Your output should be the entries below, from the first line up to and including the line with "position:absolute; left:1281px; top:2446px;", reproduced exactly and with no other lines.

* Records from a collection
-*-*-

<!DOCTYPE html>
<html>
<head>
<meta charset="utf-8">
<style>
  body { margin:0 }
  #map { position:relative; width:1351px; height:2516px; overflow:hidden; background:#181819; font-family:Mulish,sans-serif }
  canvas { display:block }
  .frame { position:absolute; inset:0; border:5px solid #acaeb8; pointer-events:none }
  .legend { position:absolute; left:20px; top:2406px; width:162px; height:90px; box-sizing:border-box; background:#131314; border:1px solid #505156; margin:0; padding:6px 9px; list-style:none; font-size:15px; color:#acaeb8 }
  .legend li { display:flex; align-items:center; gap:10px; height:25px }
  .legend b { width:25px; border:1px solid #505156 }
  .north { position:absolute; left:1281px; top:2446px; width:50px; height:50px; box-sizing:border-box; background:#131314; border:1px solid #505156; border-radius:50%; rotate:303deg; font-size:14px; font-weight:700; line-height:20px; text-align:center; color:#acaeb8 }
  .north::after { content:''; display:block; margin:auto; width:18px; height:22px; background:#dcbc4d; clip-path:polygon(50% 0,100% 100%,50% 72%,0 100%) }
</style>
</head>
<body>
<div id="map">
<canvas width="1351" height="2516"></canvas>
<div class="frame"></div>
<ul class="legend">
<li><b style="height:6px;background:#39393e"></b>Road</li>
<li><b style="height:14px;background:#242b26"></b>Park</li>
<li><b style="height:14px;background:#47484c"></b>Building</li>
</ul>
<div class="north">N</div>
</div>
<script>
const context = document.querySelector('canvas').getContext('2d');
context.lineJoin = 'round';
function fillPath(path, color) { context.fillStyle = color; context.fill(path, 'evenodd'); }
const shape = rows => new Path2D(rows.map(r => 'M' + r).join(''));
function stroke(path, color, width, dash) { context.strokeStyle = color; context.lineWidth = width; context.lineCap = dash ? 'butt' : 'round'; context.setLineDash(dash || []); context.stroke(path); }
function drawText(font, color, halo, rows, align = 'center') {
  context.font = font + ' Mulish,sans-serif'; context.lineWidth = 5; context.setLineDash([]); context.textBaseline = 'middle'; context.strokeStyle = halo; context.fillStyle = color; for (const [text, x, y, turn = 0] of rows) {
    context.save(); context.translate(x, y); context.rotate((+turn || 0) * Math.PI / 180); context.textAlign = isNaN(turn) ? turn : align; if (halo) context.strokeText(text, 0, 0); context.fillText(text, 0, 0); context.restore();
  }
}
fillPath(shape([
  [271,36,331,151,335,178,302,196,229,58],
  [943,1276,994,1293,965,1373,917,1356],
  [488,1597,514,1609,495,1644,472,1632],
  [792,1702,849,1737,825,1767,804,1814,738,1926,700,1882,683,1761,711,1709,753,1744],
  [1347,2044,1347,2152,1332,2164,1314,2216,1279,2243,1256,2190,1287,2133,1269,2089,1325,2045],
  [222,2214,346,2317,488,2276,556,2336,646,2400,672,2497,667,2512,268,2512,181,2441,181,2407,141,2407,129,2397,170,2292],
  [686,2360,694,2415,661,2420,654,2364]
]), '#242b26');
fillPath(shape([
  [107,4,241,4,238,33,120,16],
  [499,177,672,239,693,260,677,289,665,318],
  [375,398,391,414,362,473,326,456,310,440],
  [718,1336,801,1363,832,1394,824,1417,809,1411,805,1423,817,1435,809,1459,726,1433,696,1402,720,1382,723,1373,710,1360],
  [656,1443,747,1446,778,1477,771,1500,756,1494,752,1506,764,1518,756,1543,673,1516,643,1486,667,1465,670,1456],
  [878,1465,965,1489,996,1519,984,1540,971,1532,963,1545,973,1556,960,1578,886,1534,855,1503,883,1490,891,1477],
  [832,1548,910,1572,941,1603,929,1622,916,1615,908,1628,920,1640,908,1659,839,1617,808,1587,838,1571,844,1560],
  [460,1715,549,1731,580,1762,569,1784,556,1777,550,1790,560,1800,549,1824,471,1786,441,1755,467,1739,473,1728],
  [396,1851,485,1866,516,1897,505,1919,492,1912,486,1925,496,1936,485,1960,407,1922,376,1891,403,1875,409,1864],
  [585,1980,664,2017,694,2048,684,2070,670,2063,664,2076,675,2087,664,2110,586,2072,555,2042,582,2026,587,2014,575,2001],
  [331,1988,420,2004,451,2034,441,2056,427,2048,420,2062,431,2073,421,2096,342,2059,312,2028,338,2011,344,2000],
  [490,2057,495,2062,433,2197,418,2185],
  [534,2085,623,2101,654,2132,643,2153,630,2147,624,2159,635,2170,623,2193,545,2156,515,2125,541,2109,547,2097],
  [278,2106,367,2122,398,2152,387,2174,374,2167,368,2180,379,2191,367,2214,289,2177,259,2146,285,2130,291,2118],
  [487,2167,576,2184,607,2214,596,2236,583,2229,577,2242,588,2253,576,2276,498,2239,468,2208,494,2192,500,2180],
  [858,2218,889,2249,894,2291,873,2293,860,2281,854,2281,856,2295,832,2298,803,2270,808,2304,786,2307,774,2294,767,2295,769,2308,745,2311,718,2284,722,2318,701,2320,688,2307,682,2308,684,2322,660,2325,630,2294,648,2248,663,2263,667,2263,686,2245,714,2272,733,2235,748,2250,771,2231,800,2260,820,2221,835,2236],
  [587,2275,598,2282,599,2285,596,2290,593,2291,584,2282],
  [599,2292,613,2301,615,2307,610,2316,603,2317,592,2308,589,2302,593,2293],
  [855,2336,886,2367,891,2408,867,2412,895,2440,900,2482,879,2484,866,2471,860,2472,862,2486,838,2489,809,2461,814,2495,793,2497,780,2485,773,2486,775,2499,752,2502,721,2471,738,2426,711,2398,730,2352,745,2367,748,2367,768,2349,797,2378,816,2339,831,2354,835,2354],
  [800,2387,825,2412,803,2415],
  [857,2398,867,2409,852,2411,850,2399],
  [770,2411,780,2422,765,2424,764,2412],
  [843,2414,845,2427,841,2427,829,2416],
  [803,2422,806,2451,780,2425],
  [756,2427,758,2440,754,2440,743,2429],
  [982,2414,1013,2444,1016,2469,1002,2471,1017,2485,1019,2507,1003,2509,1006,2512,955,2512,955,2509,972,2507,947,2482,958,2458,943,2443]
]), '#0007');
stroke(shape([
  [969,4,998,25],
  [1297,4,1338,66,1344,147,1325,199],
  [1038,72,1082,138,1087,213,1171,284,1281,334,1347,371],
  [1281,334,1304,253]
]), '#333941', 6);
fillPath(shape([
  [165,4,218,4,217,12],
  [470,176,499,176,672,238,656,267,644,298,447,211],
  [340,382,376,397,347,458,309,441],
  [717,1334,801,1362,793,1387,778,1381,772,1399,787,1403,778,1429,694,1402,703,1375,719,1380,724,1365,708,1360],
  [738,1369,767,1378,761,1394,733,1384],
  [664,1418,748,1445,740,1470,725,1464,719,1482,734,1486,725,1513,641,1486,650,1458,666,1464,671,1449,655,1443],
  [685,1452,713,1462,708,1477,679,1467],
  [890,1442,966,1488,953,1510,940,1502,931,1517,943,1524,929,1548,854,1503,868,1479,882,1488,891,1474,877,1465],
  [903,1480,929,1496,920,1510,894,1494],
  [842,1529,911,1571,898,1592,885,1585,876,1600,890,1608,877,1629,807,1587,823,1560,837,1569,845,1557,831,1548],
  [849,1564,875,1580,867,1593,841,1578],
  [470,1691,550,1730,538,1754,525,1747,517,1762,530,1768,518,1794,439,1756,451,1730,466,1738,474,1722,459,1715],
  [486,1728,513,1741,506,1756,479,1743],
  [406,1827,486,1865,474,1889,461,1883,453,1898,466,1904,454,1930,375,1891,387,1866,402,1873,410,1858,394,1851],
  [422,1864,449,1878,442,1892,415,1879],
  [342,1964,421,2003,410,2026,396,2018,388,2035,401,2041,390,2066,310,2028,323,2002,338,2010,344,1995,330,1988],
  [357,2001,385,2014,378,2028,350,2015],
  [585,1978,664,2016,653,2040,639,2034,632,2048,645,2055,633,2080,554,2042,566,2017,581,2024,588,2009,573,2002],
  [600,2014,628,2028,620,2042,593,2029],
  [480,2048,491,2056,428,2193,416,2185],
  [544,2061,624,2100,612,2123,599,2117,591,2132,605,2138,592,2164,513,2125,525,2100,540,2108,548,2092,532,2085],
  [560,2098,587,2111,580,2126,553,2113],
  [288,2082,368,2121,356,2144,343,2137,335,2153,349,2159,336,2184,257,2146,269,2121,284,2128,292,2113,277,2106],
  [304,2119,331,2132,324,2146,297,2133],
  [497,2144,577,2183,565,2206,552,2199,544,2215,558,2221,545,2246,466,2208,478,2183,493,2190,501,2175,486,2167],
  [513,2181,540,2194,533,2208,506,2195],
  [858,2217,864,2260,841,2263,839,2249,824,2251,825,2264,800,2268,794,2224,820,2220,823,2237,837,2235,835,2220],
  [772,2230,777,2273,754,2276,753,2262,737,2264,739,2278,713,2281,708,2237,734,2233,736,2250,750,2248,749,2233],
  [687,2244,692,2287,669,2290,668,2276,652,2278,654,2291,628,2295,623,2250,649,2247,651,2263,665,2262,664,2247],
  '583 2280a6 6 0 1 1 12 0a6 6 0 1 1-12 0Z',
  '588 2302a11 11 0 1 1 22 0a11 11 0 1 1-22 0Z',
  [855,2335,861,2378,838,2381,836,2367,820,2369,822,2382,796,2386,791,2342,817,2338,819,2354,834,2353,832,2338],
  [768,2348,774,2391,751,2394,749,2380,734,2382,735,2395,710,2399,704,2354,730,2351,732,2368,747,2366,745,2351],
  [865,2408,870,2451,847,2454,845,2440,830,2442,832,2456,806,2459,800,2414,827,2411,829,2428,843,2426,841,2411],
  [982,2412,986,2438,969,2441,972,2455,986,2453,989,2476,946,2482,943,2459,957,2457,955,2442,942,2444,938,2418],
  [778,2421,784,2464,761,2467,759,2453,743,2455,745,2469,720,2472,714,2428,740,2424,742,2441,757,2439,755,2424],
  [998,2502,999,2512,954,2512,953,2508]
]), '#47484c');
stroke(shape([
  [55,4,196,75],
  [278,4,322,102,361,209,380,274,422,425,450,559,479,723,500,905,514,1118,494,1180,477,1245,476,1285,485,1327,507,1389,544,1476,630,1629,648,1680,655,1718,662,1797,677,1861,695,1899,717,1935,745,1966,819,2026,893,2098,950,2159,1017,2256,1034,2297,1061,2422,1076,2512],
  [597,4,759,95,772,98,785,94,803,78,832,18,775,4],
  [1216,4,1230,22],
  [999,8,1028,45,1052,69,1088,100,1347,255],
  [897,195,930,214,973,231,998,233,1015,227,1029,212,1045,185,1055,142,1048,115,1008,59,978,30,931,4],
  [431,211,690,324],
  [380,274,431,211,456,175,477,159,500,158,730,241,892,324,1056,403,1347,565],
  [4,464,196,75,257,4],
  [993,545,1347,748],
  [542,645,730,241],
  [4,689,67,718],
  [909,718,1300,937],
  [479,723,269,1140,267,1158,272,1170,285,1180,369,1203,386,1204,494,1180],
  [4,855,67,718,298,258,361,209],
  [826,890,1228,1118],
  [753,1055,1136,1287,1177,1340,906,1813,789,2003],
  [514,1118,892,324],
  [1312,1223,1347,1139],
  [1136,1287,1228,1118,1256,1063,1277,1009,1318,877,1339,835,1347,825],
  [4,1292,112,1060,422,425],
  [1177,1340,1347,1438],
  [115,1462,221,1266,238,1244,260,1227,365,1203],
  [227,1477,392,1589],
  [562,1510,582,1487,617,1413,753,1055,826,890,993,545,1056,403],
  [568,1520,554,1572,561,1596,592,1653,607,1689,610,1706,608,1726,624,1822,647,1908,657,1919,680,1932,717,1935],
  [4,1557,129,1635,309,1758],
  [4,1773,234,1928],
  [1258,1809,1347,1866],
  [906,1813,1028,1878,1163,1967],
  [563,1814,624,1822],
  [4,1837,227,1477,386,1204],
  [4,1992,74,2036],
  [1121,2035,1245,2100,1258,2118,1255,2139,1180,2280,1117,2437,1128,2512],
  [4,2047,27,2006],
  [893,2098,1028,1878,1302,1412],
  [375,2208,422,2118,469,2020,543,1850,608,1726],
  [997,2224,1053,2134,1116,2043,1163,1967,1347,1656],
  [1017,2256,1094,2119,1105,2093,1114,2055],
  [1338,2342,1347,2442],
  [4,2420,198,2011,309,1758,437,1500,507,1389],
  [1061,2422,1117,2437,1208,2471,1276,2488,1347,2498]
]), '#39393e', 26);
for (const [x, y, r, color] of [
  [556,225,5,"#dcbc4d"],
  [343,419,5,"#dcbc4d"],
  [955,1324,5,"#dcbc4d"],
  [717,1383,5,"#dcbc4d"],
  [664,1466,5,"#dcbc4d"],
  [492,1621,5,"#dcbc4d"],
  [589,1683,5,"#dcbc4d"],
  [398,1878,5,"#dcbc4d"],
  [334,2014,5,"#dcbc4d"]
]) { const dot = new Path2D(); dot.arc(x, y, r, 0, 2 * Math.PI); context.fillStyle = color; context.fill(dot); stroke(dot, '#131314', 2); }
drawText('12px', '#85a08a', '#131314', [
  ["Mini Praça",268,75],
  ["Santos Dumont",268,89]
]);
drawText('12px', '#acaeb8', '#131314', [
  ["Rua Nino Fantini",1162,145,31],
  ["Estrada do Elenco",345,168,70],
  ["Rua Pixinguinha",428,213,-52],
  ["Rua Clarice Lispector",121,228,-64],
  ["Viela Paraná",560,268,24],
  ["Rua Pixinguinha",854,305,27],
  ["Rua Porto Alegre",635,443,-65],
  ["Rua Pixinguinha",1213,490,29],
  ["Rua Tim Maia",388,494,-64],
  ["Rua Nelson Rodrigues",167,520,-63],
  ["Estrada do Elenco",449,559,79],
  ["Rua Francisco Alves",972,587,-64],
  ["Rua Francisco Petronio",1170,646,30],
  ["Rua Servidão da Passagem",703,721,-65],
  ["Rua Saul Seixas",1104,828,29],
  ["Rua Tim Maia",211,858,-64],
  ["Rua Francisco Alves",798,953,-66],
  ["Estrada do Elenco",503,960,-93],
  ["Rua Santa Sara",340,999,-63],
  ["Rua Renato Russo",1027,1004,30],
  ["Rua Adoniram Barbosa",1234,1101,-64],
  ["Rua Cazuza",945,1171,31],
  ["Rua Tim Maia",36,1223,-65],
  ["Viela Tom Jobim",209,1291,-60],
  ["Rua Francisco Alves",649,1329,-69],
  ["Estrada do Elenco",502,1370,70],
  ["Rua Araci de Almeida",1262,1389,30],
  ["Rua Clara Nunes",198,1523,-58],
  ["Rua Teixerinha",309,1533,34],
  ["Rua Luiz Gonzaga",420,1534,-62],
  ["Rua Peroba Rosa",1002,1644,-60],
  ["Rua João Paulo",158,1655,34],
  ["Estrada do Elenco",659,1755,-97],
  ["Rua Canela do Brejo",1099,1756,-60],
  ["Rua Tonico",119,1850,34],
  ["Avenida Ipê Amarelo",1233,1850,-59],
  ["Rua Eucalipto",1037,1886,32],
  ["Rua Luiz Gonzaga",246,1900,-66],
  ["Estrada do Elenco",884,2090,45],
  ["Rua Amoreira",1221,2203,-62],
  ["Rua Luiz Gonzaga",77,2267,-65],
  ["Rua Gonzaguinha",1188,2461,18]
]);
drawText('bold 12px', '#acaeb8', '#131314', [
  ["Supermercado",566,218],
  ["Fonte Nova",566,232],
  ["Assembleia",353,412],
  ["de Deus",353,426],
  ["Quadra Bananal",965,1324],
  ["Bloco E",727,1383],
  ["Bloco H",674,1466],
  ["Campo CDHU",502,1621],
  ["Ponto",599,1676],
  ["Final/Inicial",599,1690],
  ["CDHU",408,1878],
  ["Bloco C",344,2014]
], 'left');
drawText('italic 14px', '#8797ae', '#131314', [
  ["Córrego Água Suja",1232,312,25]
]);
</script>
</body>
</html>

-*-*-

* Response box
<!DOCTYPE html>
<html>
<head>
<meta charset="utf-8">
<style>
  body { margin:0 }
  #map { position:relative; width:1351px; height:2516px; overflow:hidden; background:#181819; font-family:Mulish,sans-serif }
  canvas { display:block }
  .frame { position:absolute; inset:0; border:5px solid #acaeb8; pointer-events:none }
  .legend { position:absolute; left:20px; top:2406px; width:162px; height:90px; box-sizing:border-box; background:#131314; border:1px solid #505156; margin:0; padding:6px 9px; list-style:none; font-size:15px; color:#acaeb8 }
  .legend li { display:flex; align-items:center; gap:10px; height:25px }
  .legend b { width:25px; border:1px solid #505156 }
  .north { position:absolute; left:1281px; top:2446px; width:50px; height:50px; box-sizing:border-box; background:#131314; border:1px solid #505156; border-radius:50%; rotate:303deg; font-size:14px; font-weight:700; line-height:20px; text-align:center; color:#acaeb8 }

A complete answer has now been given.